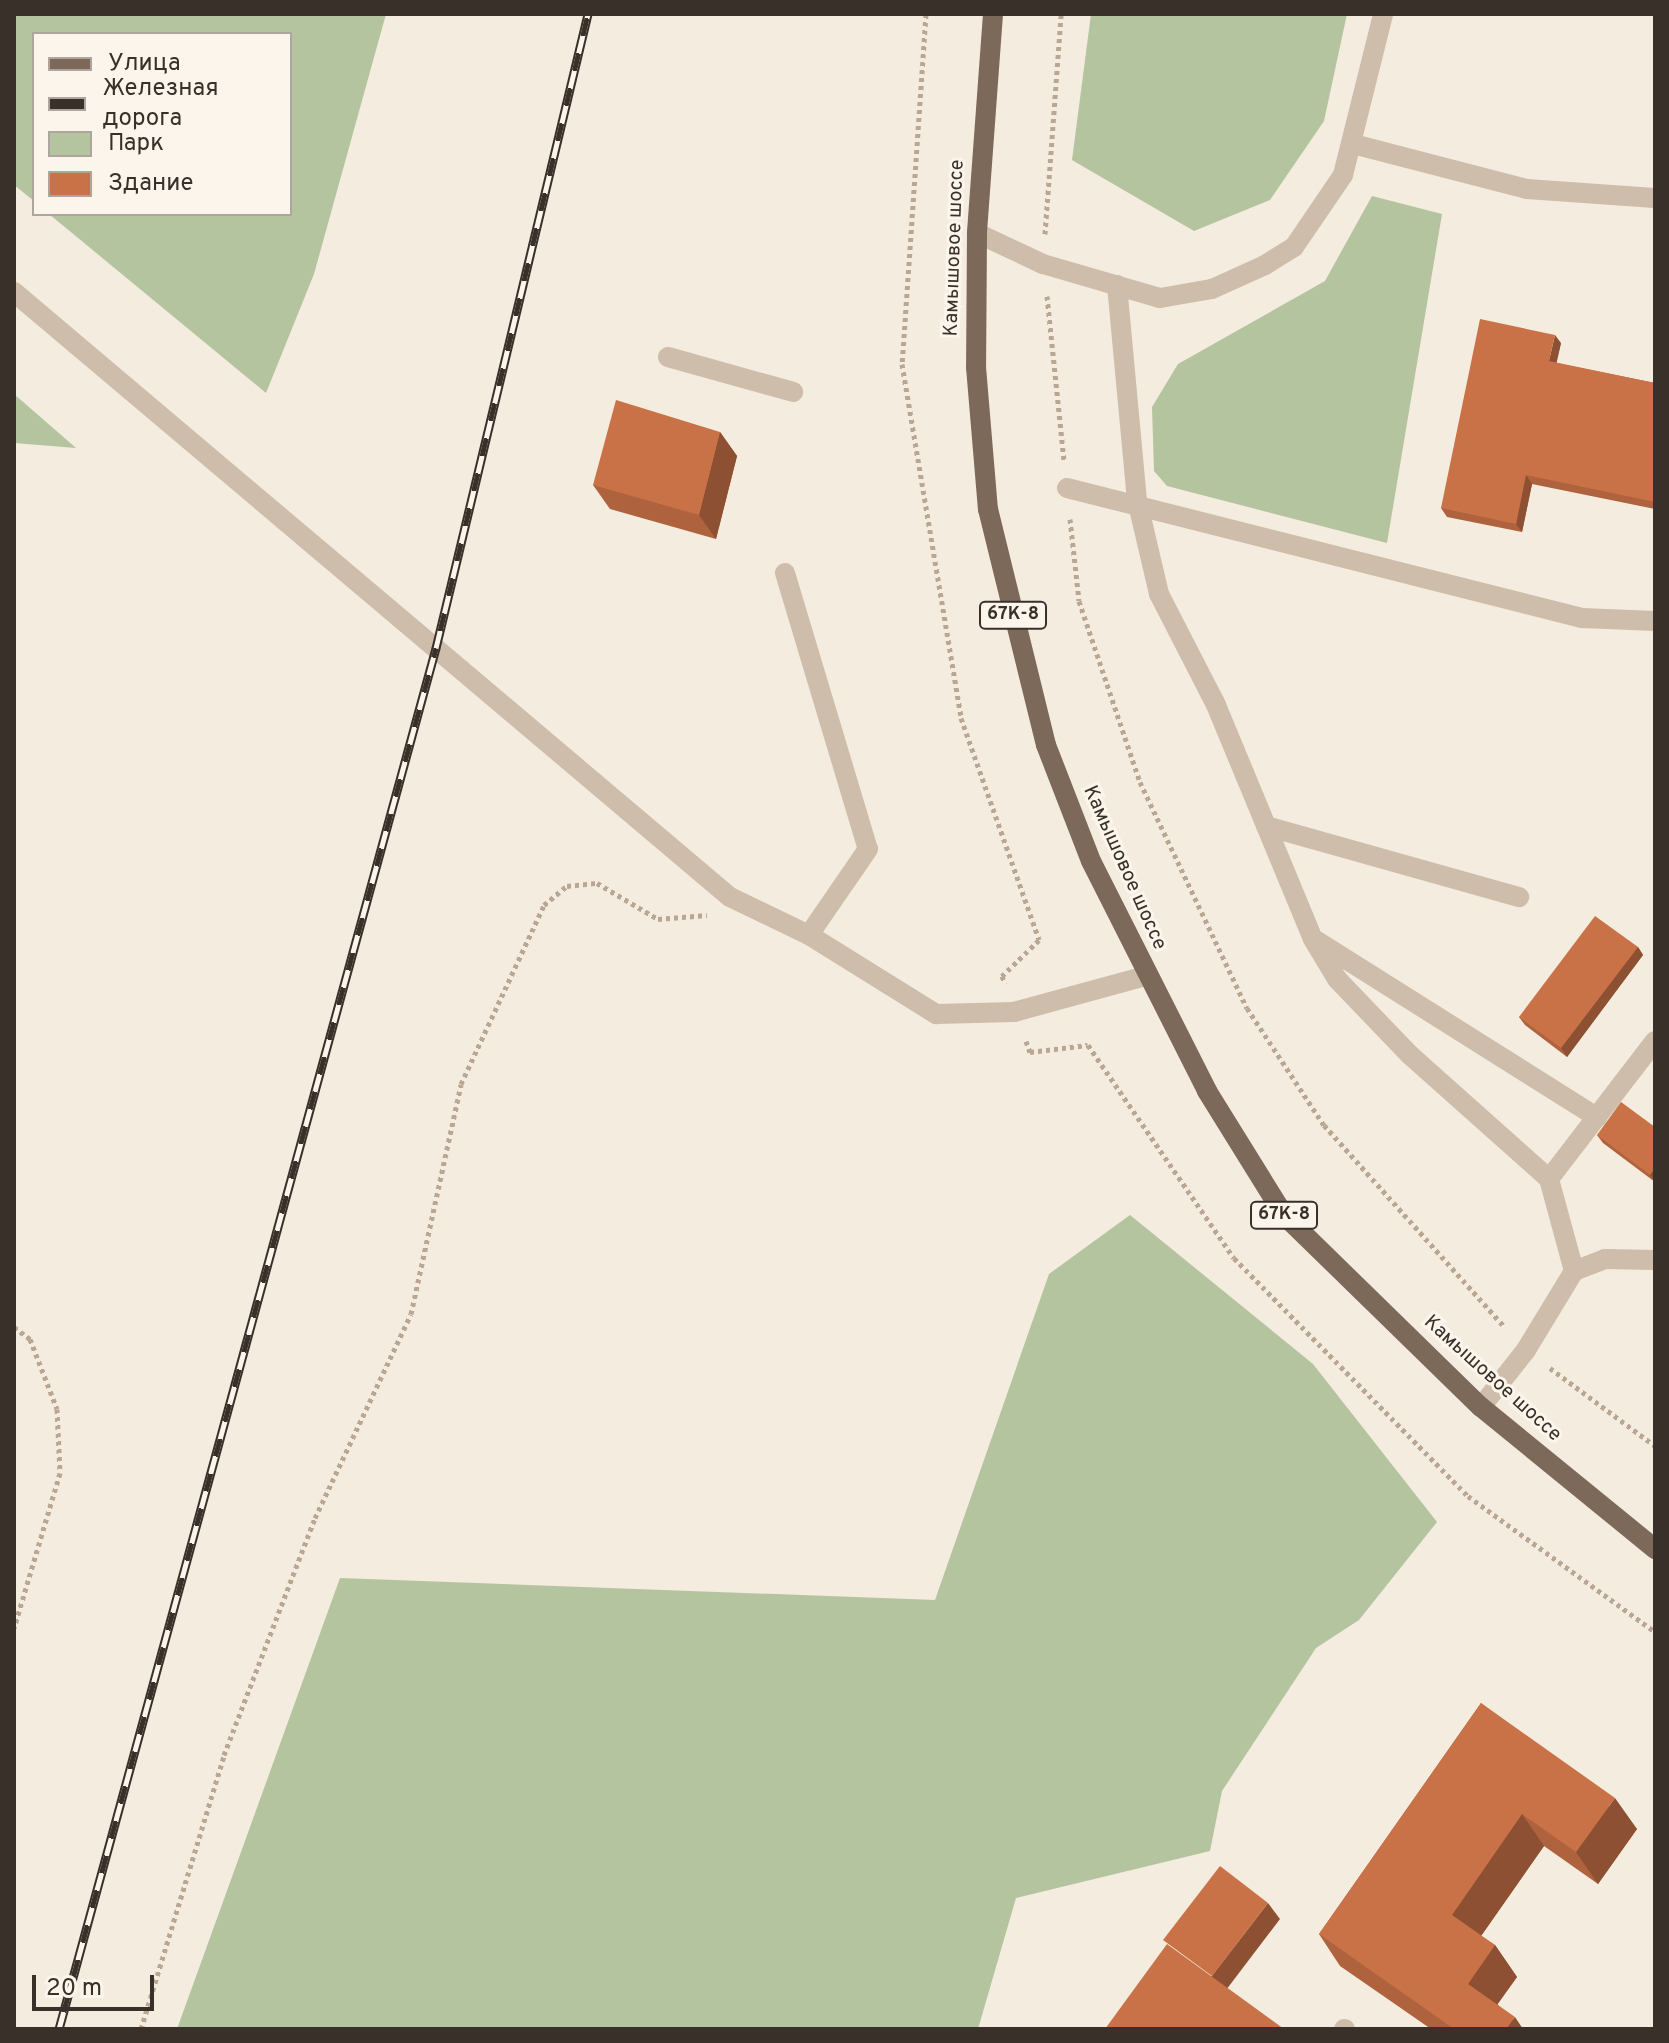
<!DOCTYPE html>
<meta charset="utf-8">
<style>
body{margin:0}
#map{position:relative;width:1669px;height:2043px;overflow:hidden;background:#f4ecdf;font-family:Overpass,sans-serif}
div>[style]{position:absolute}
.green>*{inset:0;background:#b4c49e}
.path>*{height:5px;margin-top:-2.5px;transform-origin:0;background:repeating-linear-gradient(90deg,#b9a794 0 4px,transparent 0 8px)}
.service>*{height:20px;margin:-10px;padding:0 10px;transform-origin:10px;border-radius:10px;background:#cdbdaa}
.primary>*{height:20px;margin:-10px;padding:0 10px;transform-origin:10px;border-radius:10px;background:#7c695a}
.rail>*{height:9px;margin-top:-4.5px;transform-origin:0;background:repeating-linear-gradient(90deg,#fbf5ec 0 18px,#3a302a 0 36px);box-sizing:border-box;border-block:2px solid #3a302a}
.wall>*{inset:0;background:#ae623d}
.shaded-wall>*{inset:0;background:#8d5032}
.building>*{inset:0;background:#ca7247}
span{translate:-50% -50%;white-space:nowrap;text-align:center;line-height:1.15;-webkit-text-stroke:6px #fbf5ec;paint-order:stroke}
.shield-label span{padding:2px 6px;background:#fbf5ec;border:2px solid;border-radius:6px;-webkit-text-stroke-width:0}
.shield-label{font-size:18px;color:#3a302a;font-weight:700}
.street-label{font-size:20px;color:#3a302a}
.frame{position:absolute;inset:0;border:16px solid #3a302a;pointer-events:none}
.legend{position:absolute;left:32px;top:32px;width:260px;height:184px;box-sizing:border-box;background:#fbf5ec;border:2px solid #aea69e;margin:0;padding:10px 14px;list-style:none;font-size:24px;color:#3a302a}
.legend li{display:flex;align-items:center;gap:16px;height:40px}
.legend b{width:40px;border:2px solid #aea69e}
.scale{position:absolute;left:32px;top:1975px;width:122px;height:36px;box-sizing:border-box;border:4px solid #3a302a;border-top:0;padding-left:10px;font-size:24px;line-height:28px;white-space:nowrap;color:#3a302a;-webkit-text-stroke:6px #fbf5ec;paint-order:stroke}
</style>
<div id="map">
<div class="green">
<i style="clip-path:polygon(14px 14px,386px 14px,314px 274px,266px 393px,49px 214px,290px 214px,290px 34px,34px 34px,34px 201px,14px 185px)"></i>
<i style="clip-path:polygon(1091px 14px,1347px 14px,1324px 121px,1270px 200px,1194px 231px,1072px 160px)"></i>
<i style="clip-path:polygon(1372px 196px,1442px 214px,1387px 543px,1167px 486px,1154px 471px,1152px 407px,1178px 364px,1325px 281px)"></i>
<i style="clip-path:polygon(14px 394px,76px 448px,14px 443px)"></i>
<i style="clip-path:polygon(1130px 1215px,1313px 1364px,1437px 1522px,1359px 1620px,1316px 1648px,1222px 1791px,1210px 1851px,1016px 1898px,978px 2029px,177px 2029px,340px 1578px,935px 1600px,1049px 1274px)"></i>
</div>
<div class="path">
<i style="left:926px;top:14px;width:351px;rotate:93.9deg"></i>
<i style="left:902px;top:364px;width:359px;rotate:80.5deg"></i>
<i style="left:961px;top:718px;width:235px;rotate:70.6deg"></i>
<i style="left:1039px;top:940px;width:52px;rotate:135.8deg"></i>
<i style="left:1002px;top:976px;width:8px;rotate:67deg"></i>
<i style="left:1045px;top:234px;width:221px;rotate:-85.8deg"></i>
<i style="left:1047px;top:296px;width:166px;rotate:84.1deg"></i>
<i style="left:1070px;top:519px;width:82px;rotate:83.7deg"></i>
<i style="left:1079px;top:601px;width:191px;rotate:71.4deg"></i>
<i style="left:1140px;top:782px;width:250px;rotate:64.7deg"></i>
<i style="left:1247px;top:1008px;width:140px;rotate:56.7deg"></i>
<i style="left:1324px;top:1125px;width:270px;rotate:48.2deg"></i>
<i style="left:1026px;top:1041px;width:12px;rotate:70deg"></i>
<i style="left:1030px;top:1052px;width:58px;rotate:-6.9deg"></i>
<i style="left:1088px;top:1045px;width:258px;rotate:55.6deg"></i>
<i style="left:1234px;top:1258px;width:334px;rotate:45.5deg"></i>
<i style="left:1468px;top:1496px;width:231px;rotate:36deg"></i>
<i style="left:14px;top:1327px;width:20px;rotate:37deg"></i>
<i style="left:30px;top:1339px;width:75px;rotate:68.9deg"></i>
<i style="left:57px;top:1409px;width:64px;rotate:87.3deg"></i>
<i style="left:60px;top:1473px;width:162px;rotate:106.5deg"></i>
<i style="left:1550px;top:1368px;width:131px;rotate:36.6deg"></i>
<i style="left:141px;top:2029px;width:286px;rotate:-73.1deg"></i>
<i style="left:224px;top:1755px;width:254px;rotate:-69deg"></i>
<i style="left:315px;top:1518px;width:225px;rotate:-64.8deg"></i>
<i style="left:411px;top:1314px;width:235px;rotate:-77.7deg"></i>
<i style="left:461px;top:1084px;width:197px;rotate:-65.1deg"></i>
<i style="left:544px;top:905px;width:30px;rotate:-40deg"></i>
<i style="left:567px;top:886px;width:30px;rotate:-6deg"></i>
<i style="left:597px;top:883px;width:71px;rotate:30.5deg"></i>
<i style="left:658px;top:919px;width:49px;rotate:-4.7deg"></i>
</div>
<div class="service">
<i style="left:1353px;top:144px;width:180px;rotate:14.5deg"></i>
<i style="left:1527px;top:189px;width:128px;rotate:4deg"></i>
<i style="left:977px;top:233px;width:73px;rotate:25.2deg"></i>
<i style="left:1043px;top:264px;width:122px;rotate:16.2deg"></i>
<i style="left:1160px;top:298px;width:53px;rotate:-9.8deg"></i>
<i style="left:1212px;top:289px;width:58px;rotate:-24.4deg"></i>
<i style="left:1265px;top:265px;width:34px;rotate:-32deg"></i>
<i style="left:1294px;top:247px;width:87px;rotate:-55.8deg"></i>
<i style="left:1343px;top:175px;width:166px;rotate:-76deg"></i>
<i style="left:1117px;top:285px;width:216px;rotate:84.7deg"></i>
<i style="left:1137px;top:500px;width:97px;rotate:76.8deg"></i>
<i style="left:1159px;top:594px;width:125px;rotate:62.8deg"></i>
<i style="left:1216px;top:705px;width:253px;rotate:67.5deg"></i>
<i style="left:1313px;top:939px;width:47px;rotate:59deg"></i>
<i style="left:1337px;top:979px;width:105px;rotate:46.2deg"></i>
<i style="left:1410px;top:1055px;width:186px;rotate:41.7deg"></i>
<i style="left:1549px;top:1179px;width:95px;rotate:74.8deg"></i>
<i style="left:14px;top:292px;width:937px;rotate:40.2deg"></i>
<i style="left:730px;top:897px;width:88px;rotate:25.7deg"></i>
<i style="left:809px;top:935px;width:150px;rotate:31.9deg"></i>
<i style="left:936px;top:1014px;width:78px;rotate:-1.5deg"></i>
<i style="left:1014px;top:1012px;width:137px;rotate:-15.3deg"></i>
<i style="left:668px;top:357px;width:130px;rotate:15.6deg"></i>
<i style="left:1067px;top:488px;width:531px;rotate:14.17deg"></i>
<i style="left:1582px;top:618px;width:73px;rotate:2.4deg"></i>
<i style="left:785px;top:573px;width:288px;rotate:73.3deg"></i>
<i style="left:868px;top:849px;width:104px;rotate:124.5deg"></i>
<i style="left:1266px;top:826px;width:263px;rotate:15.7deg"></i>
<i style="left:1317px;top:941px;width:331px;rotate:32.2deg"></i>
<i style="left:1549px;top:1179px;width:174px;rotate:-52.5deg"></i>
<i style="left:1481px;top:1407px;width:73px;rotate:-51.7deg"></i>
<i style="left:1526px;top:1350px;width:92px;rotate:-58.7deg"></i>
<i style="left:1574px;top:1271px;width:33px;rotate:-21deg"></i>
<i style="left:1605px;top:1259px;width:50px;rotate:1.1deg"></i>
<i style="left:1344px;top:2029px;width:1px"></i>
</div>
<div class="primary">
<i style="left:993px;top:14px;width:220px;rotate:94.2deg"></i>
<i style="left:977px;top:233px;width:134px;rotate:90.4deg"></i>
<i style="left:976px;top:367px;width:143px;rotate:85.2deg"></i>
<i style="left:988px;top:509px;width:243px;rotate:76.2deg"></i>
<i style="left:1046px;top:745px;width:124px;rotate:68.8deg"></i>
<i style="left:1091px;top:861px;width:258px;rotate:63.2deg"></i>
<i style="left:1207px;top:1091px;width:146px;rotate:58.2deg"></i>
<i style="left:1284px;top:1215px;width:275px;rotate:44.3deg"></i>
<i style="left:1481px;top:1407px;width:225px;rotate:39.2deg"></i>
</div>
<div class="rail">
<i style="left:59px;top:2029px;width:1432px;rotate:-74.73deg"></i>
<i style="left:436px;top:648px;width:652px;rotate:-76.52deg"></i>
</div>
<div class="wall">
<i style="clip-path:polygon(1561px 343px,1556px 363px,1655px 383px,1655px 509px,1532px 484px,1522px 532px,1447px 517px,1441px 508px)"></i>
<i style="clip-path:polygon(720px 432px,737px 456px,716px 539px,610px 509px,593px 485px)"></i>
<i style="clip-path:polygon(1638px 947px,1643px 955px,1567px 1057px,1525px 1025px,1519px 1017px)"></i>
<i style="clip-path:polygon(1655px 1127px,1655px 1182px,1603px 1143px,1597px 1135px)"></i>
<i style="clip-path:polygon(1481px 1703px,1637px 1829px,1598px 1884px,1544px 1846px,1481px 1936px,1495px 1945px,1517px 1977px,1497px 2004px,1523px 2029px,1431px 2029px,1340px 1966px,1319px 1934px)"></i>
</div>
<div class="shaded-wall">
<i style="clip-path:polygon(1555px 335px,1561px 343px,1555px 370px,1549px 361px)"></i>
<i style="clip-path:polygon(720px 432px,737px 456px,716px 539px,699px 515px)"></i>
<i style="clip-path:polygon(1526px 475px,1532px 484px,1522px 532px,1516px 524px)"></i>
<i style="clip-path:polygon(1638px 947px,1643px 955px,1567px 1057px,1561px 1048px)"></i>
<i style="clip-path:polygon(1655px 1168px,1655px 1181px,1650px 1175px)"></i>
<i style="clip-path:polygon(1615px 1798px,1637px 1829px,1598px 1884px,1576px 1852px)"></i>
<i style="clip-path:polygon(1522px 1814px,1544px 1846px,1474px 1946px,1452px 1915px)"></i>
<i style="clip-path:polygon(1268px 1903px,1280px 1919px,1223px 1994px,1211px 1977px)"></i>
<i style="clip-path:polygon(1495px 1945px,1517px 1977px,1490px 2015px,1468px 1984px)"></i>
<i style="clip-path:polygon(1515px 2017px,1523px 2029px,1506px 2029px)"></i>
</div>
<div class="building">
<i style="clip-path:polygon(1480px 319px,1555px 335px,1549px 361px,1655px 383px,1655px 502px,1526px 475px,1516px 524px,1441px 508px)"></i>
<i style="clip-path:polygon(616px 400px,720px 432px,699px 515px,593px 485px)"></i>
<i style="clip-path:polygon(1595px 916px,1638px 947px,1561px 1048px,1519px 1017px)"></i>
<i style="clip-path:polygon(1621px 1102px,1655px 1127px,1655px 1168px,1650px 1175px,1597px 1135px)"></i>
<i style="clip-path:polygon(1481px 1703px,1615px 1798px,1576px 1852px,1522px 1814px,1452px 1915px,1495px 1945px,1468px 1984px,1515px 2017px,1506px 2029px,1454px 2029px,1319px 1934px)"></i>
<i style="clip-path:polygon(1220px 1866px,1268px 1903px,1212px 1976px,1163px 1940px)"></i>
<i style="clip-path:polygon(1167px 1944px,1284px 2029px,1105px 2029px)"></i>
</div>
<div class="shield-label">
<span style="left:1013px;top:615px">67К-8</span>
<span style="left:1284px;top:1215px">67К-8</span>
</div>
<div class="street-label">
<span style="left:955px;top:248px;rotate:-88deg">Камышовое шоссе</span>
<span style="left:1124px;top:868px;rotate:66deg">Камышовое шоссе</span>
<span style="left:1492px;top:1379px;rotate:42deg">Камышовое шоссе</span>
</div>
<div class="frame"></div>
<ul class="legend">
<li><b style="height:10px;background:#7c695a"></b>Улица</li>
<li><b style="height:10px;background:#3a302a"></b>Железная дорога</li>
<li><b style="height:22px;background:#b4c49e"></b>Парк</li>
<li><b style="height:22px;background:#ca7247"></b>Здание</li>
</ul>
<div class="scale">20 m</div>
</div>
──────
What to work on = The required output is a copy of each line in the records where the string "shaded" occurs.

Output of the exercise =
.shaded-wall>*{inset:0;background:#8d5032}
<div class="shaded-wall">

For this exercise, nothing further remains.